= Alice Bures =

Medieval English gentlewoman

The wedding of Isabella and Richard II, mentioned in letters received by Alice

Alice Bures (about 1360-1435), also known by her married name of Alice Brian and sometimes as Alice de Bryene, was an English landowner whose estates were centred on Suffolk. Widowed about age 26, she spent the next 49 years of her life bringing up her two daughters, looking after her household, and running her estates. Some letters she received and some of her household accounts have been published, giving a valuable insight into the life of a well-off gentlewoman in the English countryside at that time.

==Origins==
Probably born at Acton in Suffolk around 1360, she was the only surviving child of Sir Robert Bures, of Bures St Mary, a landowner, and his wife Joan Sutton, daughter of Sir Richard Sutton, of Navestock. Her paternal grandfather was Sir Andrew Bures, whose widow Alice had married Sir John Sutton, of Wivenhoe, and retained some of the family estates until her death in 1392. Her great-grandfather, Sir Robert Bures, had been a courtier and administrator who owned fifteen estates in East Anglia, most of which passed down to Alice and included Acton, where she spent most of her life.

==Life==
Her father died in 1361 and in 1363 her widowed mother married Sir Richard Waldegrave, a notable soldier, courtier and politician, and with him had a son, Sir Richard Waldegrave, a half-brother to Alice.
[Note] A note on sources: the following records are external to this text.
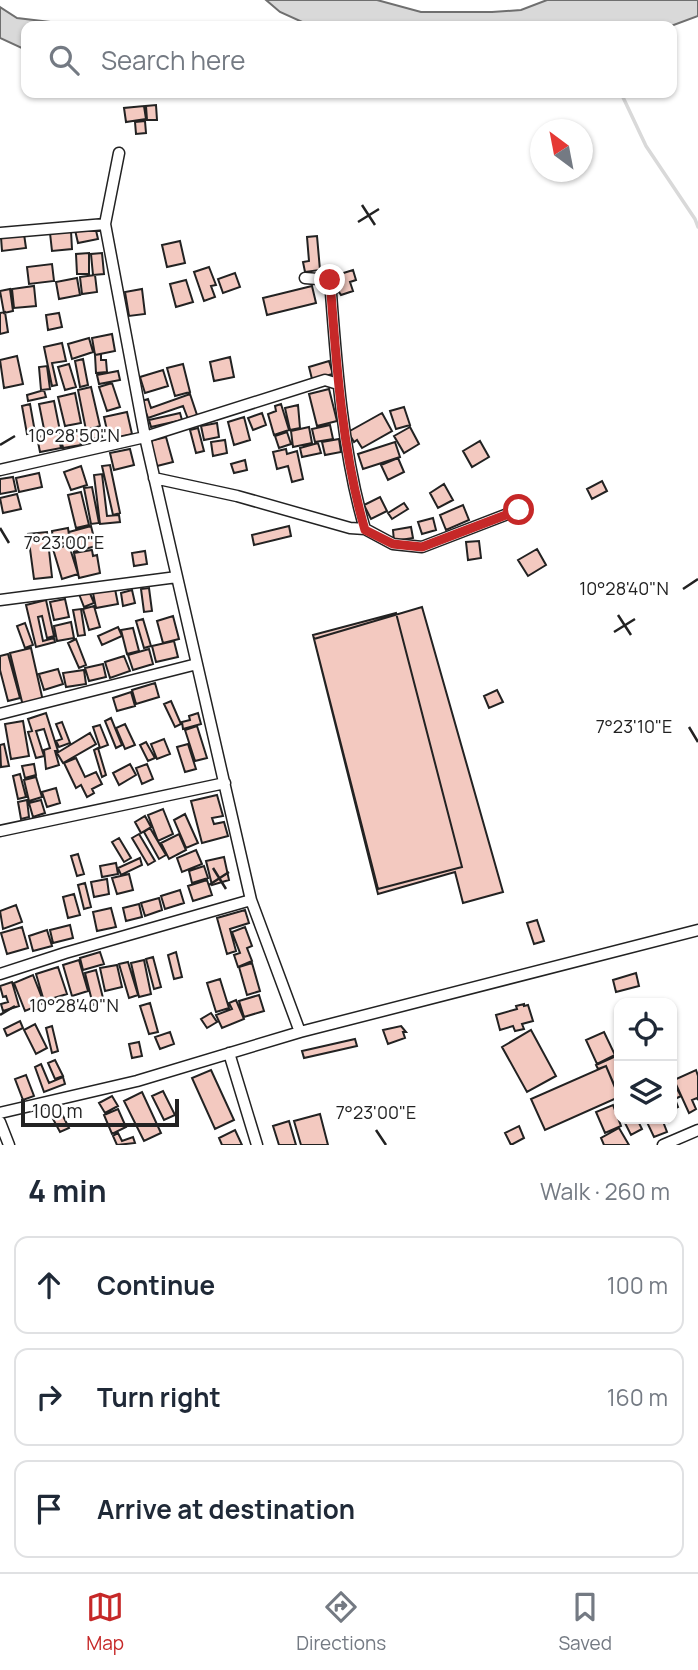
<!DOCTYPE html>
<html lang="en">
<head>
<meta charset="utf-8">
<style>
  :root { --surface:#fff; --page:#f2f2f3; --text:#1f2937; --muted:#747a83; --line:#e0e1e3; --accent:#c62828 }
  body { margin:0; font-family:Manrope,sans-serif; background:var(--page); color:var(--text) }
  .controls { position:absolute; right:21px; bottom:21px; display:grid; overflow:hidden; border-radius:14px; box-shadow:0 2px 5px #0004 }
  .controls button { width:63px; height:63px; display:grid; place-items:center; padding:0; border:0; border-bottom:2px solid var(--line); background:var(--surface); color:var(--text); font:35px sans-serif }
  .compass { position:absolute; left:530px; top:119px; width:63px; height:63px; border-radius:50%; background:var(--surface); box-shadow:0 2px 5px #0004; rotate:328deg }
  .scale { position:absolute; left:21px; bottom:18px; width:158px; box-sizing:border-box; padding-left:7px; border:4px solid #222; border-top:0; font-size:19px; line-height:24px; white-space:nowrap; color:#222; -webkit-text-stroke:5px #fff; paint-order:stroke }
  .stop { position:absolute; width:21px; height:21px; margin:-16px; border:5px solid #c62828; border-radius:50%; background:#fff }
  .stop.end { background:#c62828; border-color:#fff; box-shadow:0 2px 7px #0008 }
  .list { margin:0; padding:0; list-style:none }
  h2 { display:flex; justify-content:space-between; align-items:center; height:91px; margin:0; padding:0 28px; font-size:30px }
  h2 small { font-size:23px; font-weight:400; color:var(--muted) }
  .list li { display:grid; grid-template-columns:46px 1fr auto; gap:21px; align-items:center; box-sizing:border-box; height:98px; margin:0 14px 14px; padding:0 14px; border:2px solid var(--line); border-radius:14px }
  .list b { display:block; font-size:26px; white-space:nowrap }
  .list em { font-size:23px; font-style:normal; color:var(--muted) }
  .icon { flex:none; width:38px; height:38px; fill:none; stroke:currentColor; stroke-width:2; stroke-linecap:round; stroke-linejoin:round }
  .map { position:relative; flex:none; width:698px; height:1145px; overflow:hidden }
  .search { position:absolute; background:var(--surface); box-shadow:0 2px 5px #0004; left:21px; right:21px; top:21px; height:77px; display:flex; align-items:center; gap:18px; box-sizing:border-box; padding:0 24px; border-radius:14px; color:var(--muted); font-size:26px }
  .sheet { height:427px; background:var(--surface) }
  nav { display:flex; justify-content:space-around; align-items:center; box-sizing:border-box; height:98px; border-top:2px solid var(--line); background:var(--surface); font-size:19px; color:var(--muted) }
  nav a { display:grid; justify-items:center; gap:4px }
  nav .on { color:var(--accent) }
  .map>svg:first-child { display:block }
</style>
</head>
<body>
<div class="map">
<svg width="698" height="1145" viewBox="0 0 698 1145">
  <rect width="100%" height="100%" fill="#fff"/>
  <path fill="#d9d9d9" stroke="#6f6f6f" stroke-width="2" d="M266 0H377L421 12H492L521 10 547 0H698V16L671 26H370L340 23 311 26 280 12Z
    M0 7 17 18 59 23 69 26H26V50L0 38Z"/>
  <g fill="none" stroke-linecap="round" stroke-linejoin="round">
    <path stroke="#d9d9d9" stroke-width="3.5" d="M621 93 646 146 695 219 698 227"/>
  </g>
  <path fill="#f3c9c0" stroke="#222" stroke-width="2" d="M156 105 157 120H147L146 106Z
    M144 106 146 119 126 122 124 108Z
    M145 121 146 133 136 134 135 122Z
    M95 226 98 239 78 243 75 230Z
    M71 231 72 249 52 251 50 233Z
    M24 234 26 248 2 251 1 237Z
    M317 236 320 270 305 272 303 262 309 261 307 237Z
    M180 241 185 263 167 267 162 245Z
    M89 253V274H77L76 254Z
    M102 253 104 274 93 275 91 254Z
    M52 264 54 281 29 284 27 267Z
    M209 267 216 285 211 286 215 297 204 301 194 272Z
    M353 270 356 280 350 282 353 291 341 295 339 292 336 293 334 285 337 284 334 276Z
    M235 273 240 287 223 293 218 279Z
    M95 275 97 292 82 294 80 277Z
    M77 278 80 295 59 299 56 282Z
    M186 280 193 302 176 307 170 284Z
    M34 286 36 306 14 308 12 289Z
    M312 286 316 303 267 315 263 298Z
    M10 289 13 311 4 313 0 291Z
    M142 289 145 314 129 316 125 292Z
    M5 312 8 332 0 334V313Z
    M59 313 62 327 48 330 46 315Z
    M112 334 115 351 95 355 92 338Z
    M89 338 93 352 72 359 68 344Z
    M62 343 66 361 52 363 57 385 52 386 44 347Z
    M101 354V360H106L107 372 96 373 95 355Z
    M17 356 23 384 4 388 0 360Z
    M230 357 234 377 214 381 210 362Z
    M83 359 88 385 80 387 75 361Z
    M329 361 333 374 312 379 309 367Z
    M69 364 76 387 65 390 58 367Z
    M183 364 190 392 175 396 167 368Z
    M47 366 50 389 41 390 39 367Z
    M163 370 168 386 145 393 140 377Z
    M118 371 120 380 99 384 97 375Z
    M112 383 120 407 107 411 99 387Z
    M91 387 100 426 86 430 78 390Z
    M329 389 337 421 317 426 309 394Z
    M44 390 46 397 28 401 27 395Z
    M75 393 81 423 65 426 58 397Z
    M190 394 197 415 188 419 183 406 148 418 142 401 148 399 151 408Z
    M54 401 60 431 45 434 39 404Z
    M30 404 35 432 27 434 22 406Z
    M281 404 289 430 274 435 268 414 276 411 275 406Z
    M298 405 300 428 290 430 285 408Z
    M404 407 410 425 396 429 390 411Z
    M127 412 132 434 109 439 104 417Z
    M180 413 182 420 151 427 149 420Z
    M262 413 266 425 253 430 248 418Z
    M382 413 392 431 362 448 357 440 354 442 348 432Z
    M244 417 250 440 234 445 228 422Z
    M217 423 219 437 204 440 201 426Z
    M330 425 333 439 315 442 312 429Z
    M309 427 312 443 293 447 291 431Z
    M410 427 419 444 404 453 394 436Z
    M198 428 204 451 196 453 190 430Z
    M78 429 81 445 63 448 60 433Z
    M100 429 102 437 87 440 85 432Z
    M287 432 291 444 279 448 275 436Z
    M58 433 61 448 40 452 37 437Z
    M166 437 173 462 157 466 150 441Z
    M339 439 341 452 325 455 322 442Z
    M225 440 227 453 213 456 211 442Z
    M480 441 489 457 472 467 463 451Z
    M395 442 400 457 363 469 358 454Z
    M318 443 321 453 302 457 300 448Z
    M130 449 134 465 114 470 110 453Z
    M286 449 287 454 297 451 303 479 292 482 288 466 277 469 273 452Z
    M398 458 404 472 388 480 381 465Z
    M245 460 247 470 234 473 231 464Z
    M110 465 120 513 113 515 102 466Z
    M81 466 87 485 71 490 64 472Z
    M39 473 42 487 19 492 16 478Z
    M102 474 107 516 119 515 120 522 100 524 94 475Z
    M13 477 16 491 0 494V479Z
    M602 481 607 491 592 499 587 489Z
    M444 484 453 500 438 508 430 493Z
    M92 487 99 523 91 524 84 488Z
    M81 492 89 525 76 528 68 495Z
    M17 494 21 509 3 513 0 498Z
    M380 497 387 511 371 519 364 505Z
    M404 503 408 509 392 519 388 513Z
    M463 505 469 520 446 530 440 515Z
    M433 518 436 530 422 534 418 522Z
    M91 526 96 546 74 552 69 532Z
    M289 526 291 536 254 545 252 535Z
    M411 527 413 538 394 541 393 530Z
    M68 528 70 542 54 545 52 531Z
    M47 532 52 577 34 579 28 534Z
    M479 541 481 558 468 560 466 542Z
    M69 545 78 574 62 579 53 549Z
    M537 549 546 565 528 576 518 560Z
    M92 550 93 556 97 555 100 573 79 578 74 553Z
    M145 551 147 564 134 566 132 553Z
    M149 588 152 611 144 612 141 589Z
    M115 589 118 604 96 608 93 593Z
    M132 590 135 603 123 606 121 593Z
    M89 591 94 603 84 607 79 594Z
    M65 599 69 617 54 620 50 602Z
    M46 600 54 636 47 638 42 616 38 617 43 641 54 638 55 642 36 647 26 605Z
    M94 606 100 627 89 630 83 609Z
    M422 607 503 892 463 903 455 872 378 894 314 639Z
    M81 609 85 635 78 636 73 610Z
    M396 613 462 867 378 889 313 635Z
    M173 616 179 639 163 643 157 621Z
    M143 619 151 646 144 648 136 621Z
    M71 622 74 638 57 641 54 626Z
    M25 623 33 645 25 648 17 626Z
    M118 627 122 636 102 645 98 636Z
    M133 628 139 651 127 654 121 630Z
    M76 639 86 665 79 668 68 643Z
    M174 641 178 657 156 662 152 646Z
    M31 648 43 701 23 706 10 653Z
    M149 649 153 664 133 670 128 655Z
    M8 654 20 698 8 701 0 670V656Z
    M124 656 130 671 110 678 105 662Z
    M103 664 106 677 89 681 85 668Z
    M58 669 63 684 44 690 39 674Z
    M84 670 86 684 66 687 63 673Z
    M155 683 159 697 136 704 132 690Z
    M497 690 503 702 489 708 484 696Z
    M131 692 135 706 117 711 113 698Z
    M171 701 181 724 175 727 164 704Z
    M46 713 58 751H55L59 765 46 769 44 750 50 748 44 729 36 731 44 756 36 758 28 732 32 731 28 719Z
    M198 713 201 724 183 729 182 722 190 720 189 716Z
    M111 718 122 745 116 748 105 721Z
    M23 721 29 756 11 759 5 724Z
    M62 722 70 743 59 747 56 741 62 739 56 724Z
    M125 724 135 745 125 749 116 728Z
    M100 725 108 745 100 748 93 727Z
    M197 726 207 758 195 761 185 730Z
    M90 733 96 744 63 763 57 753Z
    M164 739 170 754 157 759 151 744Z
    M146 742 155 758 148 761 140 745Z
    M4 744 9 766 1 767 0 745Z
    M188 744 196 769 185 772 177 747Z
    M98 748 106 775 102 777 94 750Z
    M76 758 85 777 96 772 102 784 92 789 94 793 87 797 81 785 76 788 64 763Z
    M34 764 36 775 25 778 22 766Z
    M130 764 136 775 119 785 113 773Z
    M147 764 153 779 142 784 136 768Z
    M20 774 26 797 18 799 13 776Z
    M36 777 42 797 29 801 24 780Z
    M56 788 60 803 47 807 42 792Z
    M217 795 223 816 212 818 214 824 224 822 228 836 202 843 191 801Z
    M27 800 29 817 21 819 18 802Z
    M41 800 45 813 33 817 29 803Z
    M163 809 173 834 158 841 148 815Z
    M185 814 198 843 186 848 174 820Z
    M145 816 151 827 141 833 135 822Z
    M150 828 166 855 159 859 144 832Z
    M139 834 155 861 148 865 132 838Z
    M179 834 186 850 169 859 161 843Z
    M119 838 131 858 124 862 112 842Z
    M196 850 202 864 182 872 177 858Z
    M78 854 84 874 77 876 71 856Z
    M224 857 229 880 212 885 206 861Z
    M140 858 142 865 121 875 118 868Z
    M116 863 118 874 102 877 100 866Z
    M204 866 208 878 192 883 189 871Z
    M129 874 133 890 117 894 112 878Z
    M107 879 109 894 94 897 91 882Z
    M207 880 212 895 193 901 188 886Z
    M85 883 91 907 84 909 78 885Z
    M180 890 184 903 165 909 161 896Z
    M74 894 80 915 68 918 63 897Z
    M159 898 162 910 145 916 141 903Z
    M139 904 142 917 126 921 123 908Z
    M16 905 22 922 3 929 0 911Z
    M111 908 116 927 97 931 93 912Z
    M245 910 249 923 230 929 236 951 227 954 217 918Z
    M537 920 544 941 534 944 527 923Z
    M70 925 73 938 53 943 50 930Z
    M22 927 28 948 7 954 1 933Z
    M245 927 252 946 247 948 252 961 238 967 234 955 240 953 232 932Z
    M47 930 52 946 33 951 29 936Z
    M100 952 104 964 83 970 80 958Z
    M176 952 182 977 174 979 168 955Z
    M153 957 161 987 154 989 146 959Z
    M79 960 88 991 72 996 63 965Z
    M144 960 151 994 139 997 131 963Z
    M128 962 138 995 129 998 119 964Z
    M252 963 260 991 247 995 239 967Z
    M117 965 122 987 105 991 100 968Z
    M58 967 67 994 44 1001 36 974Z
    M96 970 104 1002 93 1005 85 973Z
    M636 973 639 986 616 992 613 980Z
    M33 975 44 1003 25 1011 14 983Z
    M220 979 229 1008 216 1012 207 983Z
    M12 982 19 1006 3 1011 1 1004 8 1002 6 996 3 997 0 986Z
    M259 995 264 1011 244 1017 239 1001Z
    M236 1000 244 1019 222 1028 216 1015 232 1009 229 1003Z
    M150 1003 158 1032 149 1034 140 1006Z
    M524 1004V1006L528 1005 533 1021 522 1024 524 1029 515 1031 513 1026 500 1030 496 1015 517 1009 516 1006Z
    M211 1013 217 1022 207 1028 201 1019Z
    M20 1021 23 1028 7 1036 4 1029Z
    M35 1024 47 1048 36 1054 24 1030Z
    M52 1026 58 1051 52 1053 46 1028Z
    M401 1026 406 1032H403L405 1038 388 1044 383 1030Z
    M531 1030 556 1076 527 1092 502 1047Z
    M170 1032 174 1044 160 1049 155 1037Z
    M604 1032 615 1055 597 1064 586 1040Z
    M355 1039 357 1046 304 1058 302 1051Z
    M139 1042 142 1056 132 1058 129 1044Z
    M616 1056 619 1065V1096L606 1066 598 1069 596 1065Z
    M55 1060 63 1076 55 1079 48 1063Z
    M41 1064 49 1083 63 1077 65 1084 44 1092 35 1067Z
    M606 1066 619 1097 545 1130 531 1099Z
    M211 1070 234 1120 215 1129 192 1078Z
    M696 1070 698 1076V1100L697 1098 692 1100 696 1109 689 1113 674 1080Z
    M26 1075 34 1096 23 1100 15 1079Z
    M672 1080 681 1096 675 1099 678 1107 672 1110Z
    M163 1091 175 1115 164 1120 152 1096Z
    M142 1092 161 1133 144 1141 124 1101Z
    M112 1096 118 1106 105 1113 99 1103Z
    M613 1105 621 1126 605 1133 596 1112Z
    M118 1109 126 1127 112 1134 104 1115Z
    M62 1114 69 1128 60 1132 53 1119Z
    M320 1114 328 1145H301L294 1121Z
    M623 1119H637L642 1129 631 1135Z
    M643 1119H662L667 1132 654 1137 646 1120Z
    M289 1121 296 1145H279L273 1126Z
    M519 1126 524 1138 511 1145 505 1133Z
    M619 1128 629 1145H604L601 1138Z
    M235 1130 242 1145H222L219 1138Z
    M118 1133 122 1141 133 1137 135 1143 117 1145 113 1136Z"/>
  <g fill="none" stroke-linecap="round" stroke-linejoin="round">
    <g stroke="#222" stroke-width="13">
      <path id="street" d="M105 224 145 437 251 900 300 1032
        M0 233 105 224 119 153
        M305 278 330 280C336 360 342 452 365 529
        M0 470 145 437 325 380 338 384
        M154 478 237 496 350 528 365 529 393 544 422 547 518 510
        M0 600 177 577
        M0 714 197 664
        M0 831 225 783
        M0 974 65 953 251 900
        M229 1053 257 1145
        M0 1113 137 1081 300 1032 698 930
        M0 1122 9 1145
        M663 1145 698 1130"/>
    </g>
    <use href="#street" stroke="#fff" stroke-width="10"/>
  </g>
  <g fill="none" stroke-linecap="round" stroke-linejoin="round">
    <path stroke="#c62828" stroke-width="9" d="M330 280C336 360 342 452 365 530L393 544 422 547 519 510"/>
  </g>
  <path fill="none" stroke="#222" stroke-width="2.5" d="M362 205 375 225M358 222 379 209M0 445 15 436M0 528 9 543M683 589 698 579M618 615 631 635M614 632 635 619M689 727 698 742M213 868 226 889M209 885 229 872M0 1015 15 1006M376 1130 386 1145"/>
  <g font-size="18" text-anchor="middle" fill="#222" stroke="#fff" stroke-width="5" stroke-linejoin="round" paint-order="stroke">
    <text x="74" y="442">10°28'50"N</text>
    <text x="64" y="549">7°23'00"E</text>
    <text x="624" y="595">10°28'40"N</text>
    <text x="634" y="733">7°23'10"E</text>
    <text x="74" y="1012">10°28'40"N</text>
    <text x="376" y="1119">7°23'00"E</text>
  </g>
</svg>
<div class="controls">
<button><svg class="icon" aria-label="locate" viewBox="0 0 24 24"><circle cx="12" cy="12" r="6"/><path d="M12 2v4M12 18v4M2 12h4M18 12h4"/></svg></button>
<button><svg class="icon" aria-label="layers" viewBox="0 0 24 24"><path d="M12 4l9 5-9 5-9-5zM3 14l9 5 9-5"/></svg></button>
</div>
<svg class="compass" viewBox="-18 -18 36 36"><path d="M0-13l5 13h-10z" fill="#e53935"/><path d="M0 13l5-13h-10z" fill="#747a83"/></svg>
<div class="scale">100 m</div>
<div class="stop" style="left:519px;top:510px"></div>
<div class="stop end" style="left:330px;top:280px"></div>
<div class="search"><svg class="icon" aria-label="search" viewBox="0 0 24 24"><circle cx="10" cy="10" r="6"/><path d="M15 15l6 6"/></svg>Search here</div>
</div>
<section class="sheet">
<h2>4 min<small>Walk · 260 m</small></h2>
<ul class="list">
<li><svg class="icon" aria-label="ahead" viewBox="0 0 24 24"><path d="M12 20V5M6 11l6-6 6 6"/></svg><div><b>Continue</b></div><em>100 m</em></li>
<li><svg class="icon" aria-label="right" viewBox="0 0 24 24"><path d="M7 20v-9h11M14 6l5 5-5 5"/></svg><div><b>Turn right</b></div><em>160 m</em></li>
<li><svg class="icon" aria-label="arrive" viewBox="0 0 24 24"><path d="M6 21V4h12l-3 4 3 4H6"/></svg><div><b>Arrive at destination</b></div></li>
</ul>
</section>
<nav>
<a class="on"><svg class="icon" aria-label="map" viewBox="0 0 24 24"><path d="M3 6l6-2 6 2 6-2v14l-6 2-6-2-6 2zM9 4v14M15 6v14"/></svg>Map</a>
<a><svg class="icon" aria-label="directions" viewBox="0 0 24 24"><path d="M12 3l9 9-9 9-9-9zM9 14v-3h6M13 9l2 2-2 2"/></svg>Directions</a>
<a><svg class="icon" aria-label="saved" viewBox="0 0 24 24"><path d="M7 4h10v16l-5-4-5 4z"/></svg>Saved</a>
</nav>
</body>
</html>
In 1375, aged about 15, she was married to Sir Guy Brian, born about 1352 as the eldest son of Guy Brian, Baron Brian, and his second wife Elizabeth Montagu. Her father-in-law, also a notable soldier, courtier and politician, not only paid her stepfather a considerable sum but also endowed Alice with estates in Dorset and Gloucestershire. The young couple had two daughters before Sir Guy died in Spain in 1386. His body was brought back to be buried at Slapton in Devon and she was executor of his will. She then had to combat attempts to diminish her young daughters' inheritance by her late husband's younger brother, Sir William Brian, and by her father's stepfather, Sir John Sutton.

She owned over 2,400 hectares in East Anglia and the West Country as well as a property in the City of London, much of it leased out but the lands near Acton she managed herself. Entertaining extensively, sometimes gatherings for women friends only, she had a suitor who called often but eventually settled for another rich widow. Well educated, she could write good French and had books in Latin. A probable attender at the court of King Richard II, she housed and educated two girls who were his wards. With her own private chapel and chaplains at Acton, she strictly observed the calendar of the Catholic church.

Her mother died in 1406 and her stepfather in 1410. She died in 1435, aged about 75, and was buried at All Saints church in Acton, where her monumental brass survives.

==Family==
Her two daughters were:

- Philippa Brian, born about 1378 and died 1406. She married first Sir John Devereux, son of John Devereux, 2nd Baron Devereux, who died in 1396, and secondly Henry Scrope, 3rd Baron Scrope of Masham, who survived her and was executed in 1415. No children are known from either marriage.
- Elizabeth Brian, born and baptised in London in 1381 and dead by 1438, who married Robert Lovell, son of John Lovell, 5th Baron Lovell. He died after 1424, leaving one daughter, Maud Lovell. Maud, born about 1405 and died 1436, married first Sir Richard Stafford, son of Sir Humphrey Stafford, who died about 1427, leaving a daughter, Avice Stafford, born in 1423 in Dorset and died in 1457, who married James Butler, 5th Earl of Ormond, son of James Butler, 4th Earl of Ormond, but left no children. Maud's second husband was John FitzAlan, 7th Earl of Arundel, son of John FitzAlan, 6th Earl of Arundel, who died in France in 1435, leaving a son, Humphrey FitzAlan, born in 1429 and died before reaching his teens in 1438.

Although she lived to see two great-grandchildren born, neither left children and she has no descendants.

==Surviving documents==
She has been cited in historical studies because of two surviving documents that have been published.

One is a single leaf in French containing copies of eight letters received during the 1390s. These include one from King Richard II, one from John Devereux, 2nd Baron Devereux, whose son John had married her daughter Philippa, two from the younger John written at Calais around 31 October 1396 at the time of the marriage of Richard II to Isabella of Valois, and one from her other son-in-law Robert Lovell.

The other is her household book for the twelve months from October 1412, giving details in Latin of food and drink consumed.

Unpublished but surviving are some stewards' accounts for the manor of Acton and some bailiff's accounts, which illustrate her life and finances and by extension those of contemporaries in a similar position.